As part of his Contract with America, House Speaker (and my former boss) Newt Gingrich helped first introduce the Child Tax Credit (CTC), passing it in 1997. Originally the idea of President Ronald Reagan, the CTC was founded on the conservative principles that raising children is God’s work, and parents should not be punished or held back for choosing family in a country that is always moving forward. President Trump continued this tradition by doubling the CTC in 2017. As Speaker Gingrich said during a 1995 speech, “We believe that parents ought to have the first claim on money to take care of their children rather than bureaucrats.”

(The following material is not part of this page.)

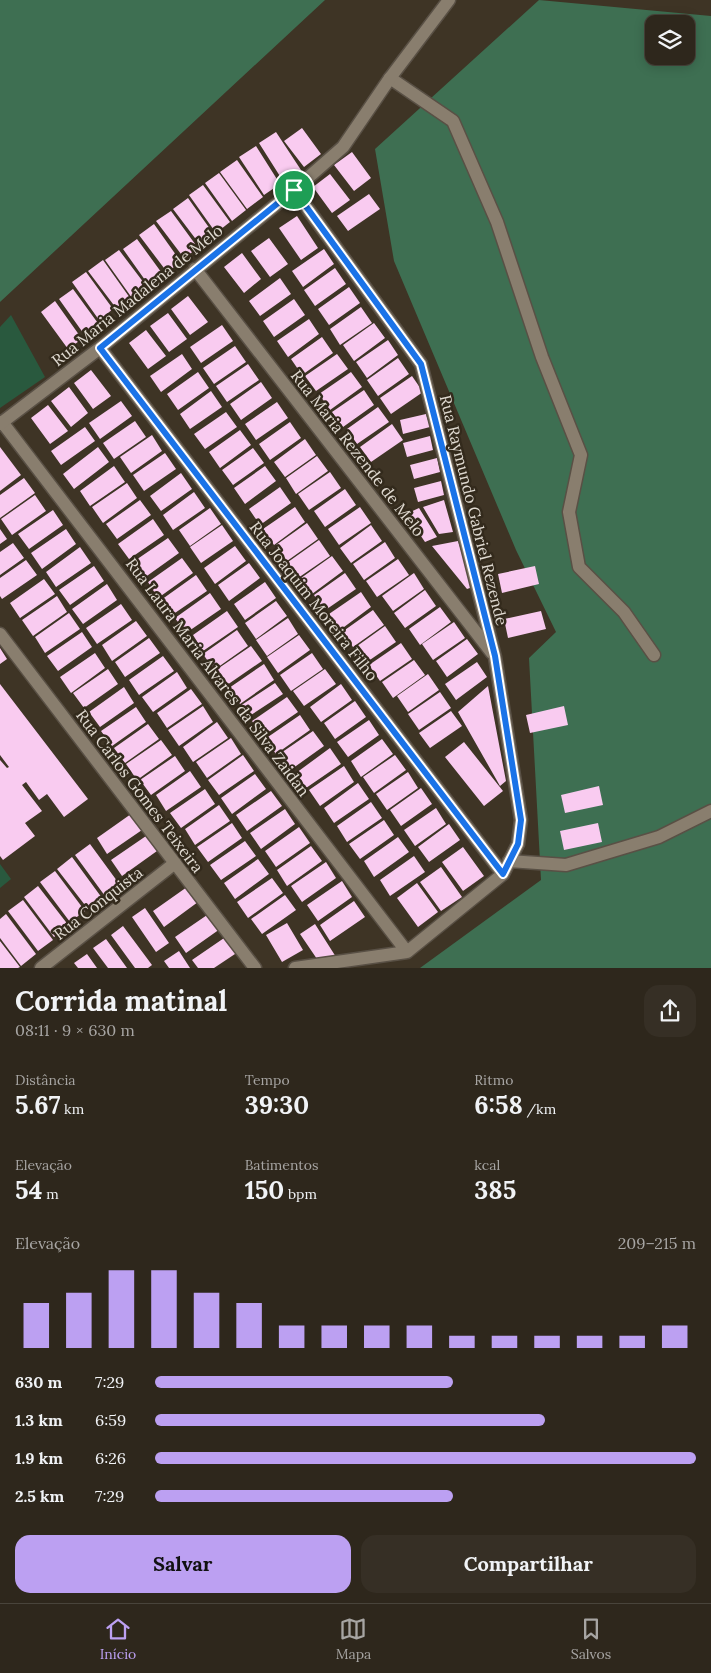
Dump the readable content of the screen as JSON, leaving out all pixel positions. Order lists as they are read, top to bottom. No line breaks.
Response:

Democrats reformed the CTC in 2021, as part of their wildly overdone American Rescue Plan. They’ve sought to continue their changes to the CTC in the even-more-overdone Build Back Better Act (BBB), a hulking Frankenstein of bad Democratic ideas. But the new version of the CTC may be an exception. It continues fulfilling Speaker Gingrich’s contract, empowering families to work and earn, and to raise their children with their own values. The spirit and core of that policy is even better reflected by flat, poverty-busting monthly disbursement of the credit. It’s the only salvageable ship in the sinking BBB fleet.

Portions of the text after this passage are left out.